Court Opinion

ID: 9382561
Source: CourtListenerOpinion
Date Created: 2023-03-28 09:07:47.063496+00
Date Added: 2024-06-11T17:17:40.224064
License: Public Domain

TEXAS COURT OF APPEALS, THIRD DISTRICT, AT AUSTIN

                                     NO. 03-22-00209-CV

                                   Robert Volino, Appellant

                                                v.

                       Texas Department of Motor Vehicles, Appellee

   DIRECT APPEAL FROM THE TEXAS DEPARTMENT OF MOTOR VEHICLES
                     MOTOR VEHICLE DIVISION
           DOCKET NO. XX-XXXXXXX.ENF, MVD CASE NO. XX-XXXXXXX

                           MEMORANDUM OPINION

               This is a direct appeal from a decision by the Texas Department of Motor

Vehicles, taken under the occupations code. See Tex. Occ. Code § 2301.751. As explained

below, we dismiss the appeal for want of jurisdiction.

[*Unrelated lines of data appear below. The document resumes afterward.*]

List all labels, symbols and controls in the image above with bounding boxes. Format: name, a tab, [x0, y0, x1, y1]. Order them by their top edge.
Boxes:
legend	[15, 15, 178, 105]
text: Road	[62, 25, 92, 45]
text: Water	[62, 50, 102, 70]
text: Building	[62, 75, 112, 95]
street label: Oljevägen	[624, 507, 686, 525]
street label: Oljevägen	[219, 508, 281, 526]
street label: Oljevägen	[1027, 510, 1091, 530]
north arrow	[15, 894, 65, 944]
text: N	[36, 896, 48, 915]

                                 PROCEDURAL SUMMARY

               In March 2020, appellant Robert Volino filed an application to renew his license

as a used-auto dealer.     In December 2021, the Department sent a letter stating that it

recommended that his application be denied. The Department explained that Volino could

contest the decision by asking for a hearing within twenty-six days. The letter was sent by

certified mail to Volino’s last known address on file with the Department, on Court Road, and to

the car dealership’s physical address on Telephone Road. The Department received back the
“green card” certified-mail receipt from the delivery of the final order that was sent to the

Telephone Road address. When Volino did not respond, the Department issued a final order

denying Volino’s application on January 18, 2022, sending notice to the Telephone Road and

Court Road addresses, as well as to another address. Again, the Department received back the

green-card receipt from the notice sent to the Telephone Road address, but the letters sent to

Court Road and the additional address were returned as undeliverable, “unable to forward.” On

February 12, Volino filed a motion for rehearing, arguing that he had not been properly served

with the December letter recommending denial and asserting that the letter should have been sent

to an address he had listed with the Secretary of State or via email. On March 14, the Director of

the Department issued an order denying the motion for rehearing, from which Volino filed a

notice of appeal in this Court on April 14, 2022. In its brief, the Department argues that we lack

jurisdiction over Volino’s appeal because he filed his petition for judicial review thirty-one days

after the Department’s decision overruling his motion for rehearing.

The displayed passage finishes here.